今はリーダーの指令は特にないから、来る前に行ってくるんだな」
「わ、分かった!」
オカヤマCN 市民街
マナミは何気なく、かつて住んでいたシェルター街を歩いてみた。
もうここに戻るつもりなどなかったのに、何の引力なのか
結局来てしまった自分の心情もよく分かっていない。
こうして見渡している内に見覚えのある家があった。
(あ、あそこの家は・・・)
1時間前 トットリCN
ケイはシェルター街の自宅へ帰宅しようとした。
トットリ鉱山に埋まっていた金属板について父親を
問い詰めようと行動に移すところだった。
メンバー達も1人で大丈夫か不安がつきまとうが、
ケイは単独で色々聞く方が良いと抑えた。
「隊長、何かあったらすぐに連絡を」
「分かってる。」
「気をつけて行きな」
オカヤマCN ケイの実家
自宅に戻ったケイは父親のいる部屋に行く。
特に気を配る態度も見せず、いつもの普通の会話を混ぜながら
あの金属板の話をした。
「聞きたい事があるんだ。
このマンネリ石って、使い道とかあるの?」
「万成石か・・・墓石や装飾品などで用いるが、
オカヤマだけで加工するもの、まあ色々だな」
「じゃあ、トットリの山で掘り起こしたこの金の板から
父さんの持っている石と同じ鉱石が入っていたんだけど、
どういう事なの?」
「!?」
プラムから教えてもらった誘導尋問で問いだす。
父の顔がひきつって険しくなる。観念したかの様な言葉をだした。
「まさか、あんな所から辿られるとは皮肉なものだな」
「辿られる?」
「まあ、いつかは伝えるべき時がくるはずだからな。
それが今だっただけの事・・・したたかになったな」
「どういう意味なの?」
「鉱石に関する調査記録だ。
一部の者のみが閲覧できる仕組みだが、どうやって確認したんだ?」
「トットリの人に調べて見せてもらった。
これはオカヤマでしか採れない石が中に入ってたって」
「技術漏洩か、置き忘れないよう気を配っていたものを。
やはり人というものは伝えずにはいられないものだな」
「?」
回りくどい父の言葉に振り回されがちなケイは流れが読めない。
もっとハッキリ分かりやすく事情を求める。
「だから、なんでそんな物があそこにあったんだよ?」
「よく聞くんだ。
中つ国はかつて規格分担を目的とした政策を計画していた。
理由はMAFの防止。
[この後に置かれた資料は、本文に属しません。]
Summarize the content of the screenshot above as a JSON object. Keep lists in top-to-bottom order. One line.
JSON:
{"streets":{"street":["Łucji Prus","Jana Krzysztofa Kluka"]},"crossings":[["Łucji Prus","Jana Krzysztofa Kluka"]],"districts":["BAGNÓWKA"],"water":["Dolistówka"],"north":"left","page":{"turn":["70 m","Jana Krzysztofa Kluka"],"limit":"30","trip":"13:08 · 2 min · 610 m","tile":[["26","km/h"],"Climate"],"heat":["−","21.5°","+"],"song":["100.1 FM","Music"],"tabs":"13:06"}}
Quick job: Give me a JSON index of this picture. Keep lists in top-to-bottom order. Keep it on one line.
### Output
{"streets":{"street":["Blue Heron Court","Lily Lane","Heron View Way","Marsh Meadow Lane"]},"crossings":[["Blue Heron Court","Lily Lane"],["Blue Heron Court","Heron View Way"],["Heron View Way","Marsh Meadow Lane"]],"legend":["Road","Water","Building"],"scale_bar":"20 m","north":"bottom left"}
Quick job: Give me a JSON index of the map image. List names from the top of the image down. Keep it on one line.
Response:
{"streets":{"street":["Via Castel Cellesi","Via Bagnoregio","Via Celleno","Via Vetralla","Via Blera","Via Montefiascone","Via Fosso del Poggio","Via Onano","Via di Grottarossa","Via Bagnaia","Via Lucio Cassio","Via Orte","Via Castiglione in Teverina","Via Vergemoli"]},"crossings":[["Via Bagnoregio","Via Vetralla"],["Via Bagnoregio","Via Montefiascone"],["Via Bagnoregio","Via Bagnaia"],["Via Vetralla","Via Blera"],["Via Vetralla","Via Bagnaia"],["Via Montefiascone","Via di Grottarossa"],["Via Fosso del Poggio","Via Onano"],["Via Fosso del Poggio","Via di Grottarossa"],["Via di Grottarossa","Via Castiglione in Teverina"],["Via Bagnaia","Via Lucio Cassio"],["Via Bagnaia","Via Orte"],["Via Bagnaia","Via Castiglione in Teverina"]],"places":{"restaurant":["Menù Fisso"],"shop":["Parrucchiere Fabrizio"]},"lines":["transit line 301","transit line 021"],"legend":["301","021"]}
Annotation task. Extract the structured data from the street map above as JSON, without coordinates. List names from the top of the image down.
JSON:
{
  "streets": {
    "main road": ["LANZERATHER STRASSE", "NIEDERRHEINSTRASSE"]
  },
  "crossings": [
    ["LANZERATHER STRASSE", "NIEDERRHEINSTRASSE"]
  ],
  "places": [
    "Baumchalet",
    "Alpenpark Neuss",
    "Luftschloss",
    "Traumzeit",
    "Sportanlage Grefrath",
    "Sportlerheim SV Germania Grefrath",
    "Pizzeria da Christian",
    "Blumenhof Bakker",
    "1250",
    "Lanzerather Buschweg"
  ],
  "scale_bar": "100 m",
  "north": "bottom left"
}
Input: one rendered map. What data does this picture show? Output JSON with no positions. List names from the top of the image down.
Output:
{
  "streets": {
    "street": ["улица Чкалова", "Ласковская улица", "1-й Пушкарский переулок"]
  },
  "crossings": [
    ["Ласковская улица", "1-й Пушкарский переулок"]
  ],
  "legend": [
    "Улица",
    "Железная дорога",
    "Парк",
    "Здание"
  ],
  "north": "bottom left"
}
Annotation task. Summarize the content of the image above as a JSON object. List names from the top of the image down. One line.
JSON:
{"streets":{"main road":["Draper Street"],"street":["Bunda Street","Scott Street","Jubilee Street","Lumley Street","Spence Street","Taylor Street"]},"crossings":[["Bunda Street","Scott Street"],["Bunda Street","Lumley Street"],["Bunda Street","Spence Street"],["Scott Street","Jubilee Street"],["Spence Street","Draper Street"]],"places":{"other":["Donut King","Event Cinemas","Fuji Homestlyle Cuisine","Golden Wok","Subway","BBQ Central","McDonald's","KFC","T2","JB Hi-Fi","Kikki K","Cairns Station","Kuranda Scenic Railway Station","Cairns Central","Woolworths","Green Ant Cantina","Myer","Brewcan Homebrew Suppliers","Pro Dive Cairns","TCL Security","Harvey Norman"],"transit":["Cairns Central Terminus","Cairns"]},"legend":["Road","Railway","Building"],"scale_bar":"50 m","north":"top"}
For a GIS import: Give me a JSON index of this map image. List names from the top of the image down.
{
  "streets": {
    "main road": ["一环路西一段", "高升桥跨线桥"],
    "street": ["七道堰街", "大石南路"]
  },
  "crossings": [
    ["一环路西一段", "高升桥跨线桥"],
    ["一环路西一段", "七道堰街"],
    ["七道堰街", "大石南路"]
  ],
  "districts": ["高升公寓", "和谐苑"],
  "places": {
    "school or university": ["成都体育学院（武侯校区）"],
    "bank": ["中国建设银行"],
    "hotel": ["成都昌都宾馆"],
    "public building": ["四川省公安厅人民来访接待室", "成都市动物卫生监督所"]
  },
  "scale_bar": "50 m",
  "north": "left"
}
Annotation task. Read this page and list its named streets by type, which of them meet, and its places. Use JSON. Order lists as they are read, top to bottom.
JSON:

いや、あくまで表向きの言い方だが。
万成石を混ぜた理由はID判別、
データ改竄を防止するために仕組んだものだ」
「IDを?」
「この深成岩は非常に硬く、ゴム印と異なり細工されにくく
光ディスクの様に反射層とピットの構造によって
石の部分だけピットにする事で書き換えられない様に造られている」
「カードの中に石を!?」
「金属板の閲覧は管理者、権限者のみが可能だからな。
トットリの技術者で確か光学者がまだいたのは意外だったが、
それができる立場の者は限られている」
「つまり?」
カズキ「碧の星団創立者、及び総帥は私なんだ。
だから、私がその板を制作した」
「!!??」
カズキはついに知られざる真実を明らかにした。
碧の星団リーダーはケイの父親だったのだ。
次はケイの顔がひきつって険しくなっていく。
「父さんが・・・・・・星団のリーダー?」
「まずは、落ち着いて聞くんだ。
確かに私は鉱山で調査した事がある」
「落ち着けって、こんなしれっとあっけなく言って・・・。
そんなの聞かされて冷静になれるわけがないだろう!
なぜ、星団を立ち上げたんだ?
どうしてエイ兄は星団に入ったんだ?
なんで、マナミも入ったんだよ!?」
「だから落ち着いて聞くんだ」
いきり立つ自分を父親が落ち着かせようとする。
淡々とした口調で話す父親を黙って聞いているしかなかった。
「今から40年前の話だ。
当時は山陽と山陰に分けて大きな敷地争いがあった」
「昔は地域差別とかがあったんだろ?」
「今は目立つ争いはなくなったが、忌念が残っているんだ。
自分の子どもに呪いを吹き込んでいる親もいた。
当時の司令官達は二度と同じ争いを繰り返さないよう、
暗黙の上で同盟国を結んだのだ。お互いに見張る様にな。
中つ国山地の中心部に基地を設けたのもそのためだ」
そして10年前、中つ国周辺では夜間による襲撃が多発していた。
私は対策を命じられ、過去のデータベースを調べていく内に
暗視ゴーグルの存在を見つけたのだ。
私は人生全てをかけて光学の研究に費やした。
だが、それはすぐに行き詰った。
赤外線照射装置を造るための素材と技術が足らなかったんだ。
幸いに解決できる術は意外にも身近な所で見つかった。
光粒子技術は四国CNが保有。
2年前のあの抗争の混乱に乗じて私は四国CNと接触した。
場所はあの鉱山。
そこでジングウ家がシマネに行った隙に交換成功する。
向こうの要求は四国への侵入を止めろというもの。
手切れ品がてら発動機の差出で許してやるとされたが。
魔が差してしまった。
事態解決で技術を必要とせんがため、引き換えの条件として
反重力エンジンを四国CNに数十機も横流しして渡してしまったのだ。
「父さんが・・・反重力の研究を横流ししていた?」
「そのせいで、当時の工作班は責任をとらされた。
あのマナミの両親だ。
私はいまだにその罪に際悩まされていた。
彼らの居場所はどこにもなくなるだろう。
ここ中つ国を抜けても、受け入れてはくれる保証などない。
だから新たな組織を築いてせめてもの助力をしてやりたかった・・・」
父はA.D90年に碧の星団を設立。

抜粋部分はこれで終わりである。